Wednesday, January 05, 2005

Safe Area Gorazde 1992-95

I picked up an interesting graphic novel by Joe Sacco that details his experiences in Bosnia. This snippet was included in an interview with him and it seemed to summarize the situation as good as anything-

Yugoslavia -- or The Kingdom of Serbs, Croats and Slovenes, as it was initially called -- was the artificial byproduct of World War I and it was here that the Croats' and Serbs' troubles began. The First World War left the Serbs in a dominant position, which they took advantage of when they set up the government to the discomfort of the Croats.
Relations between the two were exacerbated in World War II when Hitler, who was not prepared to occupy Yugoslavia, employed the Ustasas, the party that had most recently come to power, to govern Croatia. Unfortunately, the Ustasas proved to be insane and genocidal and proceeded to treat the Serb population as the Germans treated the Jews, with a cycle of massacres and concentration camps. The brutality was fierce and unrelenting. After World War II, Yugoslavia was eventually split into states: Slovenia, Croatia, Bosnia-Herzegovina, Serbia Montenegro and Kosovo.
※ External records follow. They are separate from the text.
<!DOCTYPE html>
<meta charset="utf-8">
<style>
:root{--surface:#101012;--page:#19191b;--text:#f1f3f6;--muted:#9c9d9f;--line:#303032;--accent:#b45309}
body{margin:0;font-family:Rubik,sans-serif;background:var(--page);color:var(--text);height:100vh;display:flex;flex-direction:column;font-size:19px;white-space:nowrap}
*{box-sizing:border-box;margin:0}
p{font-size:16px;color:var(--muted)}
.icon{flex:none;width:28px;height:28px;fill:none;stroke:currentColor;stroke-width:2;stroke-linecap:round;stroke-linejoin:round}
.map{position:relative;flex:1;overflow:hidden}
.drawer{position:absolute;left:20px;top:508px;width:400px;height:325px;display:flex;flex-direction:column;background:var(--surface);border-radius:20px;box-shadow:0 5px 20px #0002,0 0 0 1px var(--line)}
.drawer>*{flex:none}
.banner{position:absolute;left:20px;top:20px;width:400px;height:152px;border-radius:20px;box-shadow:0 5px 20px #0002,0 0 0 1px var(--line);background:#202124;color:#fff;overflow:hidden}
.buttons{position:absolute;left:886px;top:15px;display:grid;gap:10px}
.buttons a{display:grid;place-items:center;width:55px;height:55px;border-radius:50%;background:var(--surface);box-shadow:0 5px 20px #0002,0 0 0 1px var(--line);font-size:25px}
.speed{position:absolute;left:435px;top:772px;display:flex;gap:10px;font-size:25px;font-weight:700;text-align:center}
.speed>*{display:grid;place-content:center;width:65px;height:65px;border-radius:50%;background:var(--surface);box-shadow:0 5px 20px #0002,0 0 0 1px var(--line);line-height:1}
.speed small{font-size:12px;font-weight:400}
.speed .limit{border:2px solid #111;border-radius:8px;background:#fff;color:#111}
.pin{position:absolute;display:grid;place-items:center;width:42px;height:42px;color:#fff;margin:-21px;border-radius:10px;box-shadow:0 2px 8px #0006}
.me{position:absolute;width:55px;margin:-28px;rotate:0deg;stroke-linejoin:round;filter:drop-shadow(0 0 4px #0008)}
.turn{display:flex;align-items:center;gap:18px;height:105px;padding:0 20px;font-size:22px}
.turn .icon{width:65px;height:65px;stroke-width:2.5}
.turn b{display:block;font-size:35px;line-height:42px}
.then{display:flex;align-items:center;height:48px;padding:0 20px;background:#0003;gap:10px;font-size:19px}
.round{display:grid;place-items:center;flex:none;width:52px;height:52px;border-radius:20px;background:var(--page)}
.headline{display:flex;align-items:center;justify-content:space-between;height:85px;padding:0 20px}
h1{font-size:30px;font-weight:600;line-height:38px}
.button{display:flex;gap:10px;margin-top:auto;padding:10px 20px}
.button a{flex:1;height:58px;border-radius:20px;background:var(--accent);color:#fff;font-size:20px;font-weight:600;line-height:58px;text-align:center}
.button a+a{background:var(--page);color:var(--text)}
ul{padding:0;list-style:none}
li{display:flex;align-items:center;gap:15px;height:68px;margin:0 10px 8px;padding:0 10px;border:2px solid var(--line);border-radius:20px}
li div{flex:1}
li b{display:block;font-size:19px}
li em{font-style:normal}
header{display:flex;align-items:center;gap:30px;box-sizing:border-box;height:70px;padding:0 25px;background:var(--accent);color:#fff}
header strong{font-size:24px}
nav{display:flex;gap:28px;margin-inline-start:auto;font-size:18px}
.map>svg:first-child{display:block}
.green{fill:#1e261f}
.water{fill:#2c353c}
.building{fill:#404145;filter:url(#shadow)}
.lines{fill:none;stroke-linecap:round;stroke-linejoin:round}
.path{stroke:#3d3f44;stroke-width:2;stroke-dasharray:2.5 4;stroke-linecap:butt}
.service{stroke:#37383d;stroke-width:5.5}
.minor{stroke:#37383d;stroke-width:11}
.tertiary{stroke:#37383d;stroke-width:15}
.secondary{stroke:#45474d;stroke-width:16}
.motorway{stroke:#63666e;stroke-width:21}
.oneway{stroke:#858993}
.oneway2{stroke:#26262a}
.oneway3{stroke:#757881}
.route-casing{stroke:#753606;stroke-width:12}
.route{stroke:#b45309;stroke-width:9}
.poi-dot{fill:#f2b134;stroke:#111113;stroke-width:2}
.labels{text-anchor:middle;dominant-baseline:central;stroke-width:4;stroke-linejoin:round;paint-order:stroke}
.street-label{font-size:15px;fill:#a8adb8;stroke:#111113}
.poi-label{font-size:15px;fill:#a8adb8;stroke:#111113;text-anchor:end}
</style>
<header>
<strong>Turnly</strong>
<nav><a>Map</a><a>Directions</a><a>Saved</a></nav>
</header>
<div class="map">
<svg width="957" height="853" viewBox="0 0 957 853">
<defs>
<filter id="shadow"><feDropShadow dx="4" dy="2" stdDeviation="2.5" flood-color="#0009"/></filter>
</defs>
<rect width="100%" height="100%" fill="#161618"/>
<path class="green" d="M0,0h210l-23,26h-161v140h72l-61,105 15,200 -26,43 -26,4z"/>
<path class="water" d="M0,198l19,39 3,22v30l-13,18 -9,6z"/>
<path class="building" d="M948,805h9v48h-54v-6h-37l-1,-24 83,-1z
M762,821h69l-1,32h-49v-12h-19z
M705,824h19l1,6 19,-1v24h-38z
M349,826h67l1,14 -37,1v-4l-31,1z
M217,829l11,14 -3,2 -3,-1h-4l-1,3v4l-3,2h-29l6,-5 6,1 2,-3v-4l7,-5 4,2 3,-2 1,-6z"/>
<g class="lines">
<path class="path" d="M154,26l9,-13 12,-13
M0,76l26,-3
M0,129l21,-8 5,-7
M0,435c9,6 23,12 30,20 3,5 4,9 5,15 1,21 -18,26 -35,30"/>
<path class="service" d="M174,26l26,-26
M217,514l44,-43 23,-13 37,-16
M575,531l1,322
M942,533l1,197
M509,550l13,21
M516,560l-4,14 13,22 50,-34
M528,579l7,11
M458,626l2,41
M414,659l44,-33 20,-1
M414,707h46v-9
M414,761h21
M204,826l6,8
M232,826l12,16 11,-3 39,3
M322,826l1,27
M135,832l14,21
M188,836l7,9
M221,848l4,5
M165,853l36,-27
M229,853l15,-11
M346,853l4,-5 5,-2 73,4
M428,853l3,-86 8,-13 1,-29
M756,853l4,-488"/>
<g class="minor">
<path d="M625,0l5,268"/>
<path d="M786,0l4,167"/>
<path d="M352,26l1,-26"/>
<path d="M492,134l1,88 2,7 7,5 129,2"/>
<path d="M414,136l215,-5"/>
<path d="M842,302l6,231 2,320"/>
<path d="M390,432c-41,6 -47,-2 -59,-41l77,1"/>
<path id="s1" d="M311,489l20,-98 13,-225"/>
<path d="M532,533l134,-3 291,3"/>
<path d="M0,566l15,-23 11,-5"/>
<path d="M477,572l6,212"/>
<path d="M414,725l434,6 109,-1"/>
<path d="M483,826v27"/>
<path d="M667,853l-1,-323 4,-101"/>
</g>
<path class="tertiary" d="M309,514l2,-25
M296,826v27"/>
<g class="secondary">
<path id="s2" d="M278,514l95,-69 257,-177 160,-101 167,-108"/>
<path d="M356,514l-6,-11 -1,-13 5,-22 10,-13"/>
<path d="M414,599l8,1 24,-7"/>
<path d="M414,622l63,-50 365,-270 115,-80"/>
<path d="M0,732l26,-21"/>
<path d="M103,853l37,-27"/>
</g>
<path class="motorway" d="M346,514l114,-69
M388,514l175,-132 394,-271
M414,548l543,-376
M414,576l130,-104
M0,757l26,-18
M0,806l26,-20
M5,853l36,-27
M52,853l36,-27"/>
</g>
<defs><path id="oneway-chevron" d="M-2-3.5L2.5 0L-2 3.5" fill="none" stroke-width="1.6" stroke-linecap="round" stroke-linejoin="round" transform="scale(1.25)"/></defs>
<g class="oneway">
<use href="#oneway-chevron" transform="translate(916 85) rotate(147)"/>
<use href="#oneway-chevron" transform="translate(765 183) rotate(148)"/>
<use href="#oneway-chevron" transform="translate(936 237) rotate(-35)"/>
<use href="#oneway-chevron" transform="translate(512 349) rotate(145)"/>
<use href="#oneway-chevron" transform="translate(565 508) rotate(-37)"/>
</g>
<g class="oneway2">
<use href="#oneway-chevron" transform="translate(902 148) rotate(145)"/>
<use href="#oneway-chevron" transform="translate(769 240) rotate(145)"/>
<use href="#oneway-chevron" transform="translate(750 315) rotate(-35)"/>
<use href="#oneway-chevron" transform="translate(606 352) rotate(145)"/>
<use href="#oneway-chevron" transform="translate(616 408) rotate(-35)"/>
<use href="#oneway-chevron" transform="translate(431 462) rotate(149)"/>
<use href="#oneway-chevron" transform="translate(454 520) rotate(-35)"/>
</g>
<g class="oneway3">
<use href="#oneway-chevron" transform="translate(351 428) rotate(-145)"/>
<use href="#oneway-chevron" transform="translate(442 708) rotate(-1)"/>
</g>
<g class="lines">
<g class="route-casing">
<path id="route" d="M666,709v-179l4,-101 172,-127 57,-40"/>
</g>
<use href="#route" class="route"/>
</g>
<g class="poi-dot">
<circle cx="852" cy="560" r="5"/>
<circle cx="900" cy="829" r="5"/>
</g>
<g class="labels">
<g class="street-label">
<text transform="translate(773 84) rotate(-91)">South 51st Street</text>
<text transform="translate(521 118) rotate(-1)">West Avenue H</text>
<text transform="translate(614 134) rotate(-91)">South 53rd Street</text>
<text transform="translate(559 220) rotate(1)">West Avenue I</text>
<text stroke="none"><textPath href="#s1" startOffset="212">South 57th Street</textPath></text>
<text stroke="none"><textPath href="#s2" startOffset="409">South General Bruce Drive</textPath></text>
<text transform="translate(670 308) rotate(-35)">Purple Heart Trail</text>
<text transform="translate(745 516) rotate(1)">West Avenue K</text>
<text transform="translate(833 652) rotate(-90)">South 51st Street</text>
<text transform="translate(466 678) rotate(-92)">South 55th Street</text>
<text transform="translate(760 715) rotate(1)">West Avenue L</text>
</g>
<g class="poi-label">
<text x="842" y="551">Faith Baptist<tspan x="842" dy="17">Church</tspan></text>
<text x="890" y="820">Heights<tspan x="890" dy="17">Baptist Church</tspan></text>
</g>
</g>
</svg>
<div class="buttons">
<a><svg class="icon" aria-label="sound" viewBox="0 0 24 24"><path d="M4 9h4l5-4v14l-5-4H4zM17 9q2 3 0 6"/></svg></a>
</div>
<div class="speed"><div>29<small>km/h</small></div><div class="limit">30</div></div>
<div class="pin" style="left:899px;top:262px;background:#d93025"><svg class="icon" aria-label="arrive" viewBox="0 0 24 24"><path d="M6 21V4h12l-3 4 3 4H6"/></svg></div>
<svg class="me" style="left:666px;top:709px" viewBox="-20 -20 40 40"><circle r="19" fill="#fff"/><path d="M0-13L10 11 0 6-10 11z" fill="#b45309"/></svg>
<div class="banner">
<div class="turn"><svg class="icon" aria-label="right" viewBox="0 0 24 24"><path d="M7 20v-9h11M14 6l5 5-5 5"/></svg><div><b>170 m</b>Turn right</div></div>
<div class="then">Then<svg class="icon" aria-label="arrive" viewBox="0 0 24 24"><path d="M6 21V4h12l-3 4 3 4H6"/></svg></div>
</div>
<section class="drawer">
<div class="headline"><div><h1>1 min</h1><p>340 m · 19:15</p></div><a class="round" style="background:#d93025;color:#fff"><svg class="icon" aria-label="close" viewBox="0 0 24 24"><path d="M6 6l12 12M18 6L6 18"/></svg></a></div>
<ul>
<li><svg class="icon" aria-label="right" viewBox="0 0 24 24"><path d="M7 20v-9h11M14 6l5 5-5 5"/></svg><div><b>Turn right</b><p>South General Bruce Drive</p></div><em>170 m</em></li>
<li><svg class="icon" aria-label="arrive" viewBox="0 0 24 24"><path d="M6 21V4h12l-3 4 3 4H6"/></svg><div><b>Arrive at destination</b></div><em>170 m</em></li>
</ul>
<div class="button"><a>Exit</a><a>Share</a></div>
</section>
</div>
Josep Broz Tito, a professional revolutionary and committed communist, who fought against the Germans, ruled Yugoslavia from 1945 to his death in 1980 and, through the adroit use of carrots and sticks -- "brotherhood and unity" was the ubiquitous slogan -- maintained the ethnicities in relative -- but fragile -- harmony.
On April 27, 1986, in the village of Kosovo Polje, a party hack by the name of Slobodan Milosevic (who had achieved the Presidency of the Central Committee of the Serbian League of Communists) essentially installed himself at the head of the Serbian government by giving a rabble-rousing speech, exploiting the aberrant policies of the Croatian Ustasas 40 years earlier, preaching hatred and violence toward Croats to an audience of eager Serbs. This is, effectively, where the war began.